Christoph Bussler

Integration

What is Integration?

Integration is establishing consistent communication and data exchange between heterogeneous, autonomous, and distributed (HAD) systems.

Reading about all the wonderful web service technology, EAI technology, B2B technology, Service Bus, etc., one could get the impression that there is a working approach to "clean" and "easy" integration. With clean integration I mean that the messages are well-defined in structure and vocabulary, that their exchange sequence is well-defined, and at runtime it simply works without issues or problems. Any run-time failure is detectable and can be automatically addressed and rectified.

The reality is, however, very different. Integration is still complicated and needs a lot of diligence in its implementation to work reliably. Monitoring remains difficult and error detection and repair take a lot of time. This web site is dedicated to discuss the nitty-gritty details, challenging use cases, opinions, as well as solutions in context of daily integration challenges.

Top

Functionality

Integration can mean many things to many people. From a simple copy of a file, to a complex replication across several application systems, all can be considered "integration". It is therefore very important to build up a frame of reference in order to have a meaningful discussion on the functionality and eventually semantics of what integration means.

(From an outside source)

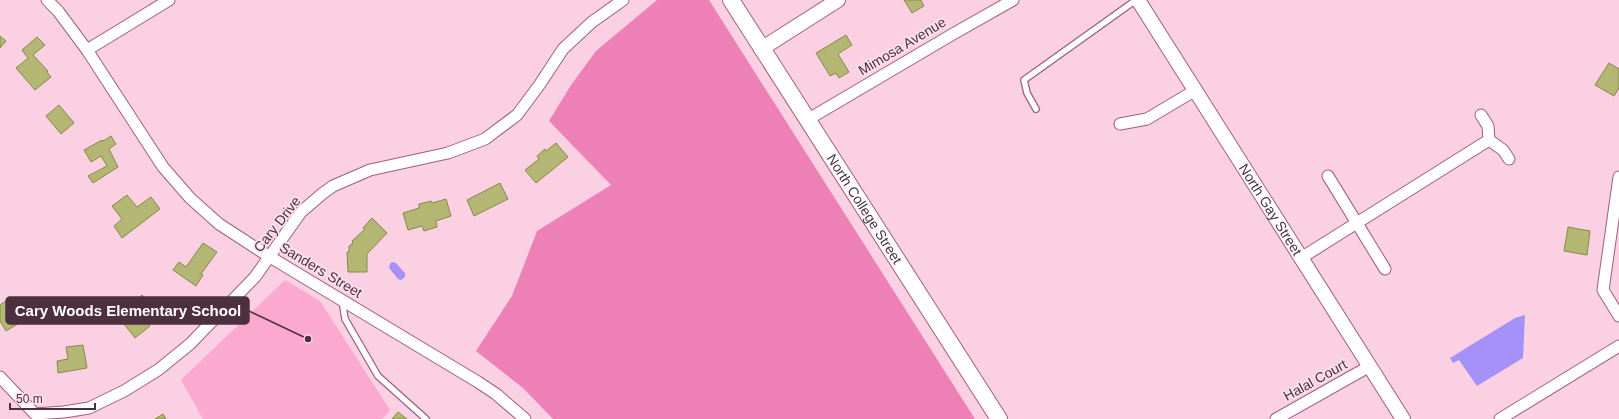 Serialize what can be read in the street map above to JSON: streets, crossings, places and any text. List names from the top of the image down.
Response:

First, it has to be defined what the systems are that require integration. And then it has to be defined what kinds of integration can be accomplished between the systems. For example, a system can be a database and a possible integration is to send changes from one database to another one without considering failures. Another example is a Java class that accesses a specific web service as a remote entity. Yet another example is two databases that are integrated by defining views across them and making the views the access interface.

The functionality discussion is quite involved and takes place on a separate page: Integration Functionality

Top

Context

This project was a classical B2B integration problem where two systems had to be integrated (source and target system). The two systems belonged to two different corporations and were running inside their clouds. The integration had to cross the boundaries of the clouds and the technology used for that was XML over HTTP. The integration functionality required was state replication.

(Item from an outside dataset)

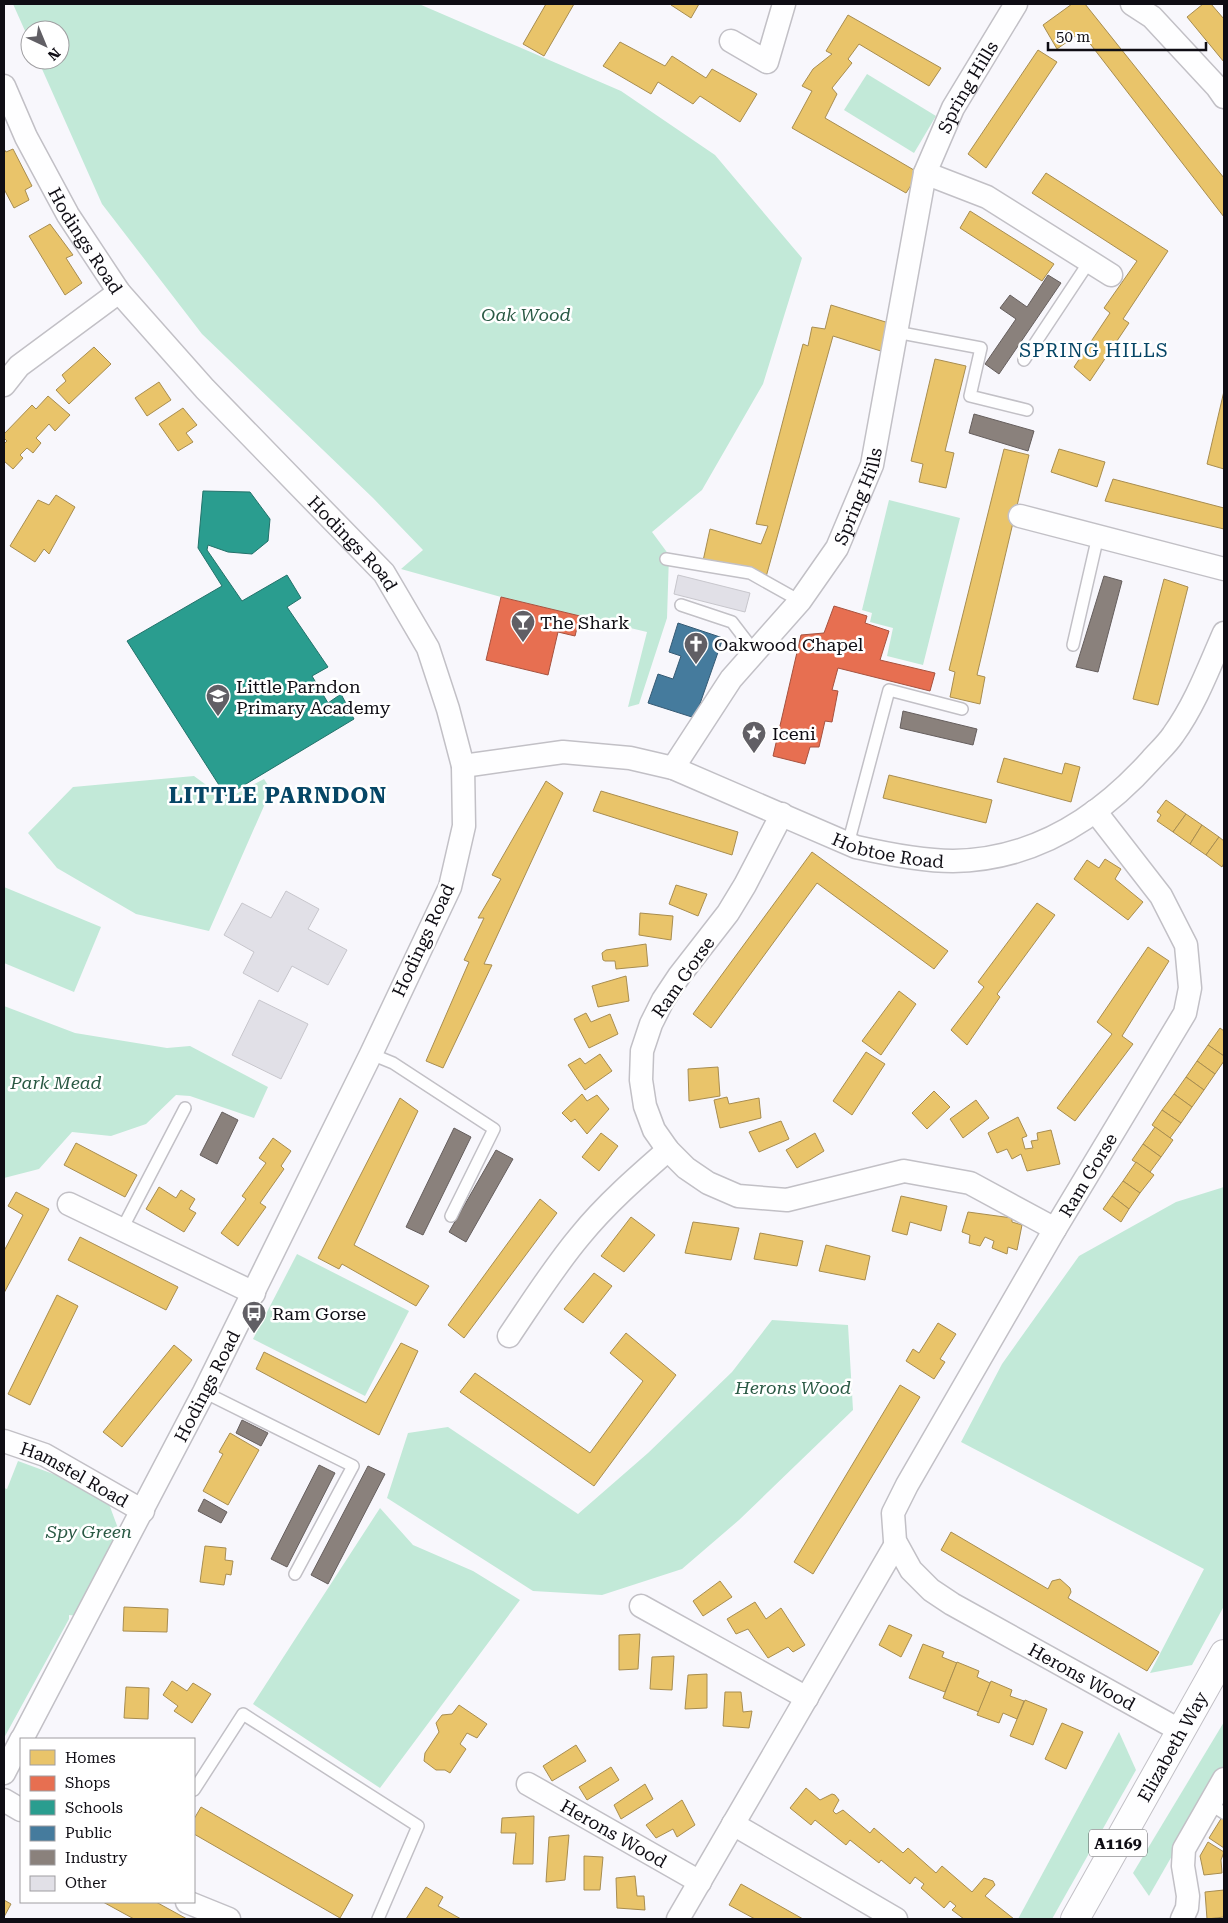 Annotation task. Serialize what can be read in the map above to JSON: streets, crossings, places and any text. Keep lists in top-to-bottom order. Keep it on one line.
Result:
{"streets":{"main road":["Elizabeth Way","A1169"],"street":["Spring Hills","Hodings Road","Hobtoe Road","Ram Gorse","Hamstel Road","Herons Wood"]},"crossings":[["Spring Hills","Hobtoe Road"],["Hodings Road","Hobtoe Road"],["Hodings Road","Hamstel Road"],["Hobtoe Road","Ram Gorse"],["Ram Gorse","Herons Wood"],["Herons Wood","Elizabeth Way"]],"districts":["SPRING HILLS","LITTLE PARNDON"],"parks":["Oak Wood","Park Mead","Herons Wood","Spy Green"],"places":{"bar":["The Shark"],"church":["Oakwood Chapel"],"school or university":["Little Parndon Primary Academy"],"place":["Iceni"],"bus stop":["Ram Gorse"]},"legend":["Homes","Shops","Schools","Public","Industry","Other"],"scale_bar":"50 m","north":"bottom right"}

The data was kept in a relational database system and the state changes happened inside the database as data changes. Plus, once a state change happened, an indicator in the data set was updated to record the fact that a state change happened.

In every integration, the source system has to decide, when to initiate integration. In case of state replication, a state change (not necessarily every state change) triggers the integration: the state changes, and a document containing either the state change or the new state is sent to the target system (for it to process the change). In this context the document sent to the target system contains the new state.

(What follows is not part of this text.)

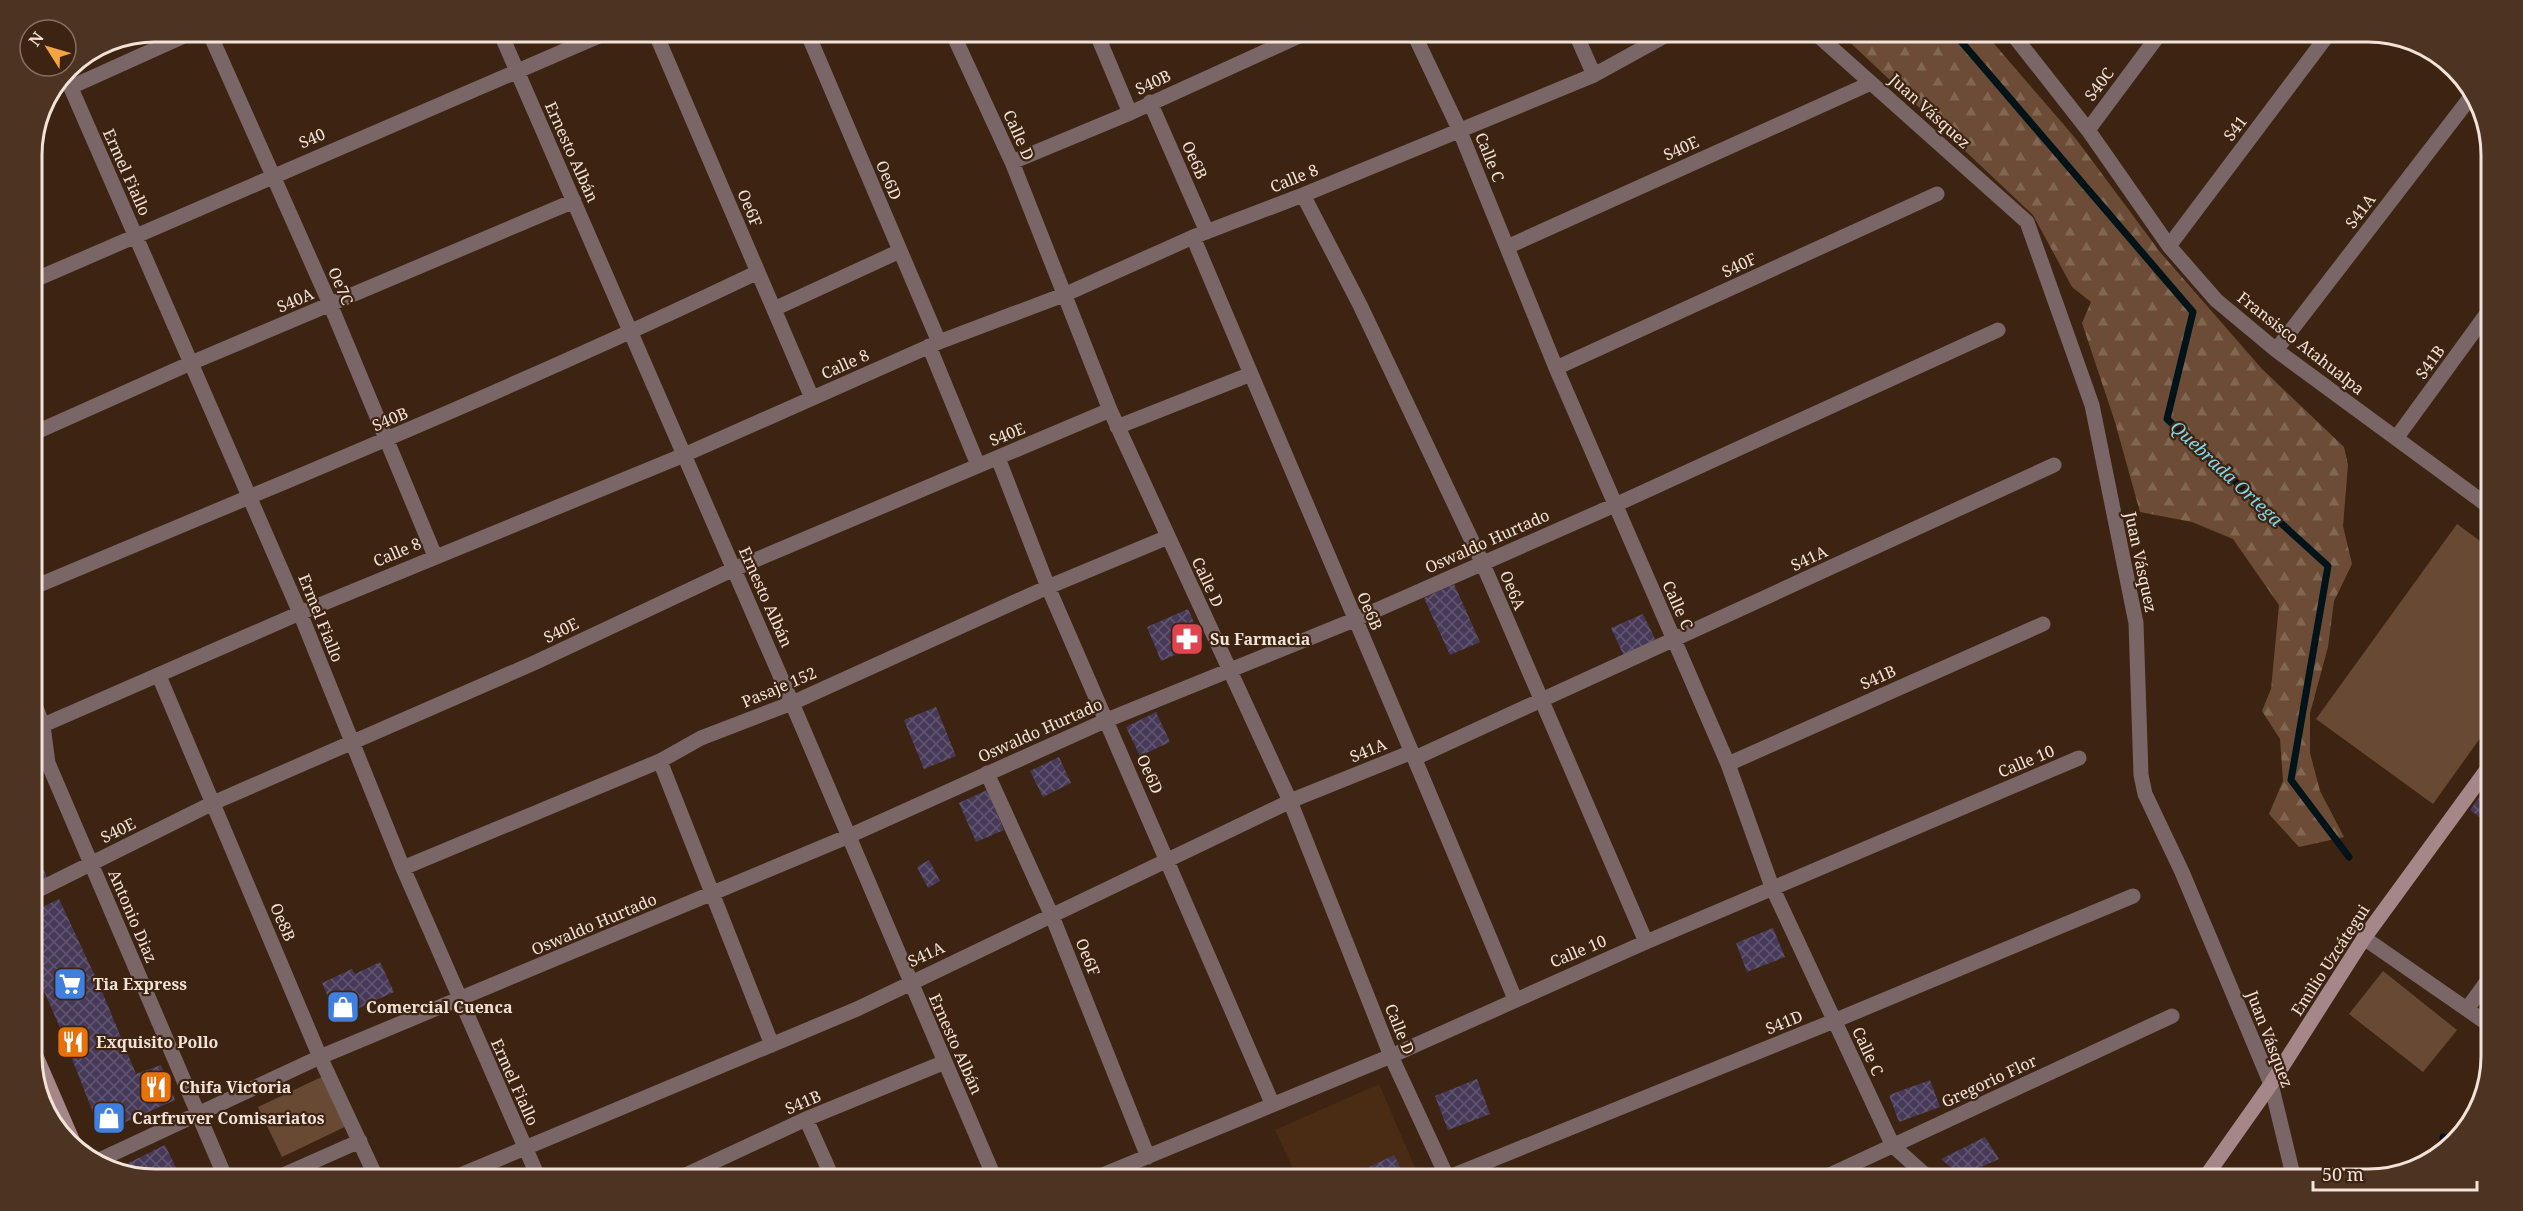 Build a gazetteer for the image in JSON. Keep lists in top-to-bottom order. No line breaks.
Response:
{"streets":{"street":["S40B","S40C","Juan Vásquez","S41","Calle D","S40","S40E","Ernesto Albán","Calle C","Oe6B","Ermel Fiallo","Calle 8","Oe6D","Oe6F","S41A","S40F","Oe7C","S40A","Fransisco Atahualpa","S41B","Oswaldo Hurtado","Oe6A","Pasaje 152","Calle 10","Antonio Diaz","Oe8B","Emilio Uzcátegui","S41D","Gregorio Flor"]},"crossings":[["S40B","Calle D"],["S40B","Ernesto Albán"],["S40B","Oe6B"],["S40B","Ermel Fiallo"],["S40B","Oe6F"],["S40B","Oe7C"],["S40C","Fransisco Atahualpa"],["Juan Vásquez","S40E"],["Juan Vásquez","Emilio Uzcátegui"],["S41","Fransisco Atahualpa"],["Calle D","S40E"],["Calle D","Calle 8"],["Calle D","S41A"],["Calle D","Oswaldo Hurtado"],["Calle D","Pasaje 152"],["Calle D","Calle 10"],["S40","Ernesto Albán"],["S40","Ermel Fiallo"],["S40","Oe7C"],["S40E","Ernesto Albán"],["S40E","Calle C"],["S40E","Ermel Fiallo"],["S40E","Oe6D"],["S40E","Antonio Diaz"],["S40E","Oe8B"],["Ernesto Albán","Calle 8"],["Ernesto Albán","S41A"],["Ernesto Albán","S40A"],["Ernesto Albán","S41B"],["Ernesto Albán","Oswaldo Hurtado"],["Ernesto Albán","Pasaje 152"],["Calle C","Calle 8"],["Calle C","S41A"],["Calle C","S40F"],["Calle C","S41B"],["Calle C","Oswaldo Hurtado"],["Calle C","Calle 10"],["Calle C","S41D"],["Calle C","Gregorio Flor"],["Oe6B","Calle 8"],["Oe6B","S41A"],["Oe6B","Oswaldo Hurtado"],["Oe6B","Calle 10"],["Ermel Fiallo","Calle 8"],["Ermel Fiallo","S41A"],["Ermel Fiallo","S40A"],["Ermel Fiallo","Oswaldo Hurtado"],["Ermel Fiallo","Pasaje 152"],["Calle 8","Oe6D"],["Calle 8","Oe6F"],["Calle 8","Oe7C"],["Calle 8","Oe6A"],["Calle 8","Oe8B"],["Oe6D","S41A"],["Oe6D","Oswaldo Hurtado"],["Oe6D","Pasaje 152"],["Oe6D","Calle 10"],["Oe6F","S41A"],["Oe6F","Oswaldo Hurtado"],["Oe6F","Calle 10"],["S41A","Fransisco Atahualpa"],["S41A","Oe6A"],["Oe7C","S40A"],["Fransisco Atahualpa","S41B"],["Oswaldo Hurtado","Oe6A"],["Oswaldo Hurtado","Antonio Diaz"],["Oswaldo Hurtado","Oe8B"],["Oe6A","Calle 10"]],"water":["Quebrada Ortega"],"places":{"pharmacy":["Su Farmacia"],"supermarket":["Tia Express"],"shop":["Comercial Cuenca","Carfruver Comisariatos"],"restaurant":["Exquisito Pollo","Chifa Victoria"]},"scale_bar":"50 m","north":"top left"}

Integration is often associated with a queuing architecture. The usual way to using queuing in context of integration is that the source system queues up the documents that need to be sent to the target system. The queuing system itself, or a queue monitor, fetch each document from the queue and send it to the target system. Once the target system received the document, it is removed from the queue. If there is an error situation, the document remains in the queue.

There are several functional problems that can arise (not necessarily have to) depending on the context:

Queue Delay. A document entered into the queue will stay in that queue until a successful transmission to the target system took place. Depending on the queue length, this might be a while, especially in presence of network outages and failures.
Document Ordering. Because documents can be in the queue for a while, it is possible that several state changes take place in the source system and therefore there might be several documents in the queue with different state changes of the same state. In order for the target system to stay consistent, the documents have to be transmitted in exactly that order.
Error Handling. If for some reason the target system does not successfully receive the document and e.g. returns an error, the document in the queue has to be dealt with. One immediate thought is to remove the document and put it into an error queue. While this in general might be a good approach, this also means that all subsequent documents that contain state changes of the same state have to be put into the error queue without trying to send them to the target system. And this has to take place until the error is resolved. A more advanced version would put the state into an error state, too, so that no more state changes are put into the queue. Fundamentally, state changes are not triggering integration anymore until the error is resolved. Once the error is resolved, all the documents from the error queue have to be inserted in that order into the regular queue again before processing of that state can resume.

In case of many errors on the target system side (because of target system processing errors or communication errors), the error handling on the source system can be quite involved in the sense that a lot of different documents have to be managed and their state.

Top

Approach: Query-Based Integration

The context of the project was such that a lot of errors were occurring on the target system side as well as on the communication layer side crossing several cloud boundaries on the way.

Aside from a high-frequency state change situation, and additional interesting business logic specific behavior was that that state changes were cumulative. This means that not every state change had to be sent to the target system. If two were skipped, the third state change subsumed the previous two.

The question asked was: is it possible to achieve the integration without a queuing system to avoid all the error handling complexity?

Several alternatives were explored. A first alternative was to have a daemon running that queries the data base for changed data items. Since there was an indicator in the data set, this would be a simple select query. Once the data is retrieved, the data is packaged for transmission to the target system. Once the transmissing happened, the indicator was reset. Since the reset is an update, the daemon was transactional.

This approach has several issues. One is, a single query can return many data items that have a state change. Each has to be transmitted one-by-one. This takes time and during that time there is an open transaction. This might be quite an issue if there are hundreds or thousands of state changes processed inside one transaction. Secondly, if the daemon fails (or the database fails), the transaction is aborted, and all the data items are reset. However, the actually transmissions cannot be reset as they are non-transactional. So an inconsistent state would be the result which would be difficult to repair.

An alternative approach was implemented. The basic idea was to use the "select for update skip locked" statement. In that SQL statement several functionalities were achieved:

only changed data items were selected
the items were ordered by date of change so that the oldest change was processed first
only the oldest change was selected (meaning, the query returns exactly one result, or none if there was no change)
the selected data item was marked "in transmission"
and items "in transmissions" were not selected, either

Basically, the query selected the oldest state change not in transmission and put it into state "in transmission". All that happens in one transaction. Once the query returned (and the transaction was committed), the actually transmission was initiated. If it succeeded, the data item was updated in a separate transaction (and therefore not being fetched anymore until the next state change). If the the transmission failed, a re-try took place. If that still failed, then the data item was put into error state (and data items in error state were not fetched either).

In terms of error handling, if the transmission fails x number of times, the data item is put into error state. If the transmitting system crashes, then the transmission did not take place, and the data item is "in transmission". After re-start, those "in transmission" items can be tried again.

Those data items in error state can be changed back to normal once the error condition was resolved. And then they will be picked up again by the query.

This approach closed the window of error situations significantly, but, of course, did not completely eliminate them as the transmission is non-transactional. In the worst case, the transmission happened, but the data item was not updated and remains in "in transmission". This happens when the transmitting code crashes after a successful transmission, but before updating the data item. While this is a real possibility, the window of code is fairly small and would affect only one data item.